Issue with JDK Silent Installation
Prior to 6u14, the JDK installer was never fully supported silently. One of the side effects of silent JDK installation is that it does not install the public JRE. It used to cache/install a jre.msi file. Apparently some users have been using the jre.msi without our documentation or approval. As of 6.14, we no longer cache the file. As a workaround to the JDK not installing the public JRE when in silent mode, we recommend also bundling up and launching the stand-alone JRE installer from the java.sun.com download site. We intend to provide full silent JDK installer support in 6u15, under the following CR: 6845077 – silent JDK should install JRE/Java DB silently.
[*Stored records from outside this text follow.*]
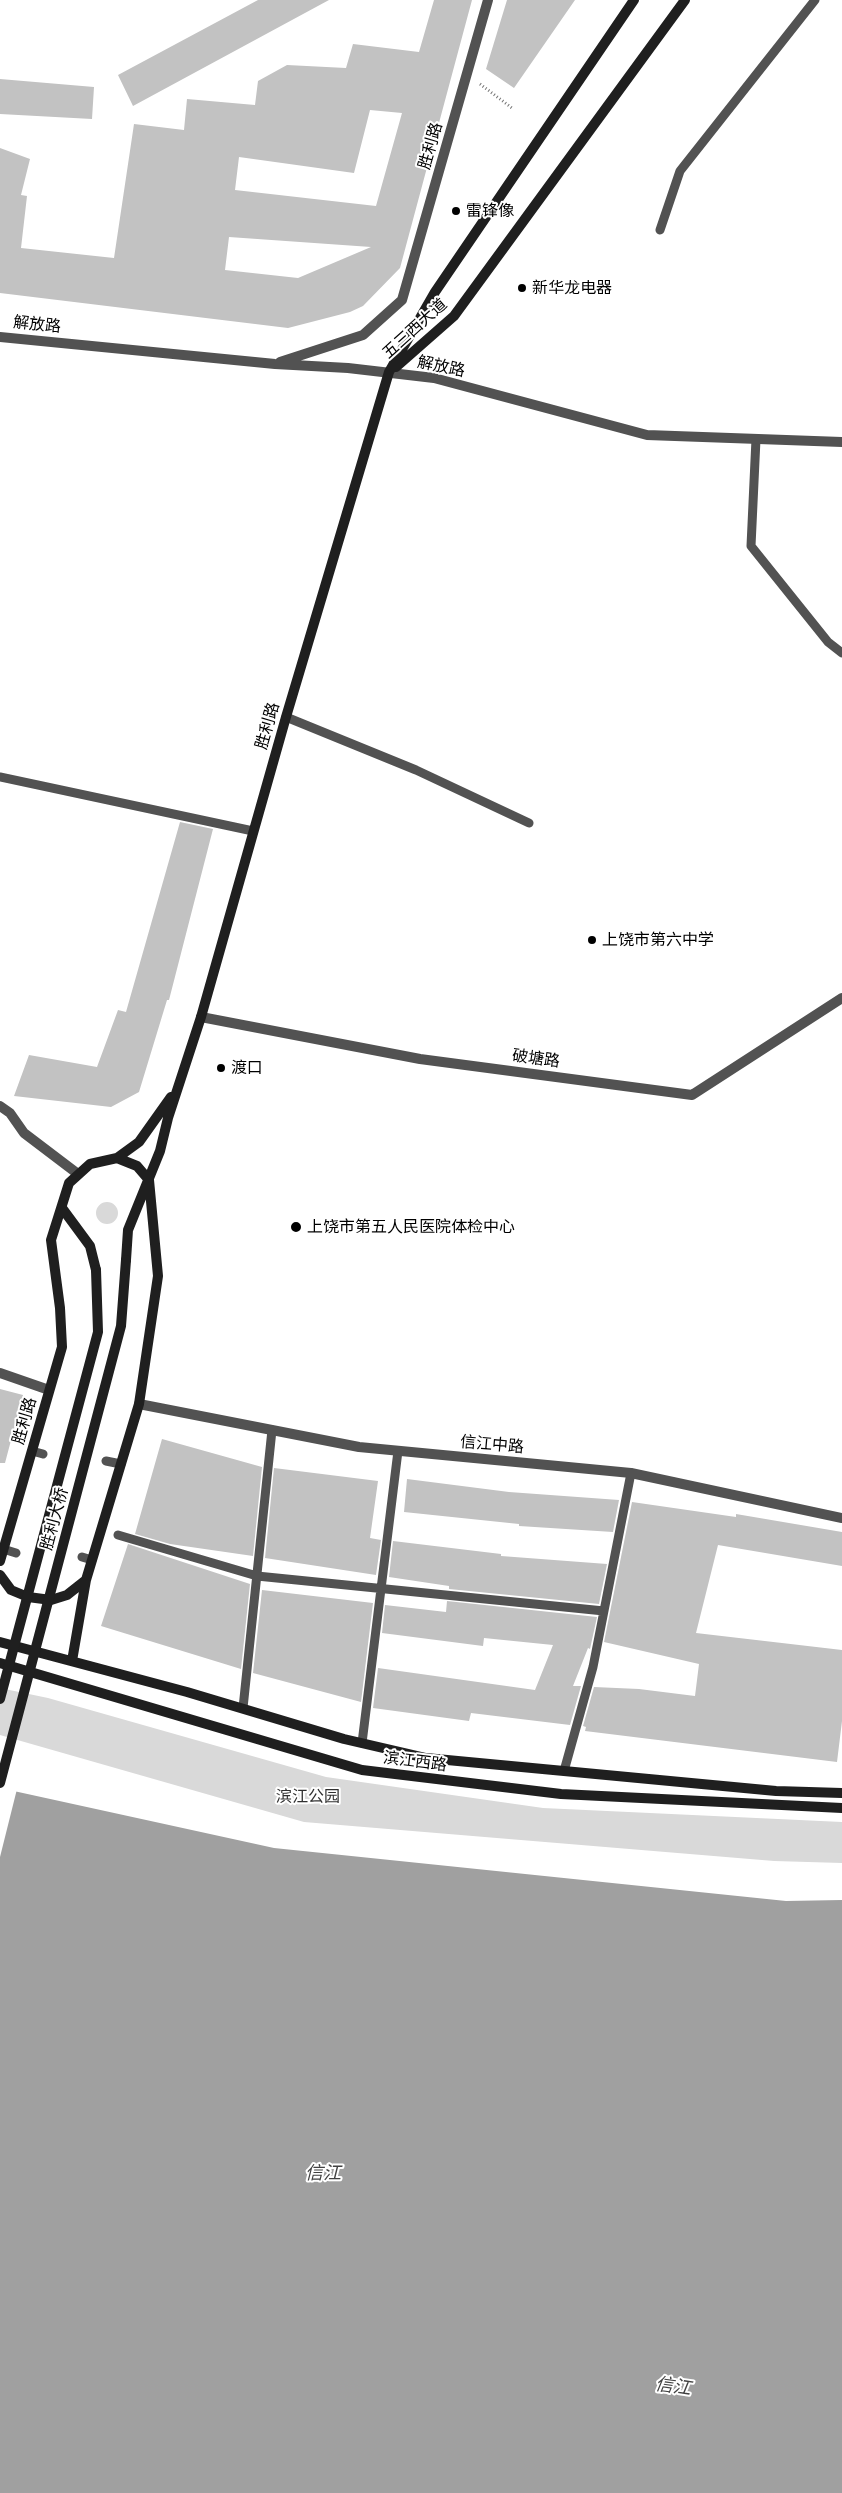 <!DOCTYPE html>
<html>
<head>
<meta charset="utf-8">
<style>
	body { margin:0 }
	canvas { display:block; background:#fff }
</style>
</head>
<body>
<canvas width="842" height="2493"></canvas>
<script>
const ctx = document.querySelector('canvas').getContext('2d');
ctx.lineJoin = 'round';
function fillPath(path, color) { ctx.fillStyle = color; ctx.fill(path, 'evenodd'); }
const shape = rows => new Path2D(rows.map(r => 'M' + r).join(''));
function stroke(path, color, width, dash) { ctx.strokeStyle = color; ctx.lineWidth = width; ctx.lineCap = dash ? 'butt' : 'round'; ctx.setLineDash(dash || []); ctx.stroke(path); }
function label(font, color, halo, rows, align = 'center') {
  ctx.font = font + ' Karla,"Noto Sans SC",sans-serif'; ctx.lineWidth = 4; ctx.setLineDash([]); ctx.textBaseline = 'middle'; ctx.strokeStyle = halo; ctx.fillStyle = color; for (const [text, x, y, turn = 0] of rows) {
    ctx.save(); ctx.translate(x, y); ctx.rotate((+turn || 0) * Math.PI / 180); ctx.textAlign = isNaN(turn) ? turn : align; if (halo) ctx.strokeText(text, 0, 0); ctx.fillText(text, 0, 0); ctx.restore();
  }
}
fillPath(shape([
	'96 1213a11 11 0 1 1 22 0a11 11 0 1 1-22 0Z',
	[0,1688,48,1698,326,1777,543,1808,842,1822,842,1863,774,1861,304,1822,0,1735]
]), '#d9d9d9');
fillPath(shape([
	[0,1788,274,1848,786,1901,842,1900,842,2493,0,2493]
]), '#a0a0a0');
fillPath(shape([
	[0,1785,17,1789,0,1857]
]), '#fff');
fillPath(shape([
	[258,0,329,0,133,106,118,75],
	[434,0,472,0,400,268,363,306,350,312,288,328,0,293,0,148,30,159,21,195,27,196,21,248,114,258,134,124,184,130,187,99,255,105,258,81,287,65,346,68,353,44,419,52],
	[370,110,402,113,376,206,235,190,239,157,354,173],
	[229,237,371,247,298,278,225,270],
	[507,0,575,0,514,88,486,69],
	[0,79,94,87,92,119,0,114],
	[180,822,213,829,169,1000,167,1000,139,1092,111,1107,14,1096,29,1055,97,1067,118,1010,126,1012],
	[0,1389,23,1395,5,1463,0,1463],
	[162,1439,262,1467,253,1556,170,1544,135,1534],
	[274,1468,378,1481,370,1538,381,1540,376,1575,265,1558],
	[407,1479,509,1492,619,1500,613,1532,519,1526,519,1524,404,1512],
	[632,1502,736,1517,736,1514,842,1532,842,1566,718,1545,696,1633,842,1650,842,1721,837,1762,585,1731,586,1727,583,1726,594,1687,639,1689,695,1696,699,1664,604,1642],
	[393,1541,501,1554,501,1556,607,1564,599,1604,449,1589,449,1586,389,1577],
	[128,1544,250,1584,241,1669,101,1626],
	[262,1590,373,1603,361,1702,253,1673],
	[447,1601,597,1617,590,1649,588,1648,573,1686,581,1686,570,1725,471,1713,469,1721,373,1708,378,1668,535,1690,553,1645,484,1638,483,1646,382,1633,385,1605,446,1612]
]), '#c2c2c2');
stroke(shape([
	[480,84,512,108]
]), '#747474', 3, [1, 2.5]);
stroke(shape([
	[660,230,680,171,815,0],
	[756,439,751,546,828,642,842,653],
	[286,717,416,770,529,823],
	[0,777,253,831],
	[32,1451,43,1454],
	[106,1461,121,1464],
	[118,1535,257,1576,604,1611],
	[3,1549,16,1553],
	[82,1557,92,1560],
	[243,1708,272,1430],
	[362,1743,398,1451],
	[564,1771,593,1667,631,1473]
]), '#525252', 9);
stroke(shape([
	[201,1017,420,1059,692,1095,842,998],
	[0,1106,10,1113,24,1133,78,1174],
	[0,1373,49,1390],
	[139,1404,359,1447,631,1473,842,1518]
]), '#525252', 10);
stroke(shape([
	[0,337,275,364,348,368,434,378,647,435,842,442],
	[280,362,363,335,402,300,488,0]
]), '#525252', 10);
stroke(shape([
	[396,367,454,316,685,0],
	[117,1158,139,1142,171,1097],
	[62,1208,90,1246,96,1270],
	[126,1260,128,1230,160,1151,168,1118,201,1017,286,717,389,372,435,292,634,0],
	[0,1561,62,1347,60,1308,51,1240,69,1183,90,1164,117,1158,137,1166,149,1180,158,1276,139,1404,86,1580,72,1661],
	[0,1575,11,1590,28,1597,51,1600,67,1595,86,1580],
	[0,1642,187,1692,344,1739,426,1758,776,1791,842,1793],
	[0,1663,362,1770,561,1794,842,1808]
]), '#1f1f1f', 10);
stroke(shape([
	[0,1699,98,1332,96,1270],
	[0,1783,121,1326,126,1260]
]), '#1f1f1f', 10);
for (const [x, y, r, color] of [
	[456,211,5,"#000"],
	[522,288,5,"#000"],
	[592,940,5,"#000"],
	[221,1068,5,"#000"],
	[296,1227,6,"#000"]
]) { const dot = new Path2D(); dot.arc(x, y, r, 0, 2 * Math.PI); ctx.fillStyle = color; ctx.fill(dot); stroke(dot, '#fff', 2); }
label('16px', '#000', '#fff', [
	["胜利路",431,146,-74],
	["解放路",37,325,6],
	["五三西大道",415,329,-42],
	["解放路",441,367,12],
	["胜利路",268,726,-74],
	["破塘路",536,1059,8],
	["胜利路",25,1421,-74],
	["信江中路",492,1445,5],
	["胜利大桥",55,1519,-75],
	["滨江西路",415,1762,7]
]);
label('16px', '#000', '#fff', [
	["雷锋像",466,211],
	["新华龙电器",532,288],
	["上饶市第六中学",602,940],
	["渡口",231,1068],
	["上饶市第五人民医院体检中心",307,1227]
], 'left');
label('16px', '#303030', '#fff', [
	["滨江公园",308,1797]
]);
label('italic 18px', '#414141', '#fff', [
	["信江",323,2174],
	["信江",673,2387,8]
]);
</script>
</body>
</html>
Possible Issue for Java Web Start Applications
In 6u14 Java Web Start, if you specify an insecure Java system property in a sandbox JNLP file, Java Web Start fails to launch and notifies that JARs in the sandbox JNLP file are not signed. A workaround is to remove the insecure property (which was ignored by all previous versions of Java Web Start). refer to CR 6845294.

Bug Fixes
This feature release does not contain any new fixes for security vulnerabilities to its previous release, Java SE 6 Update 13. Users who have Java SE 6 Update 13 have the latest security fixes and do not need to upgrade to this release to be current on security fixes.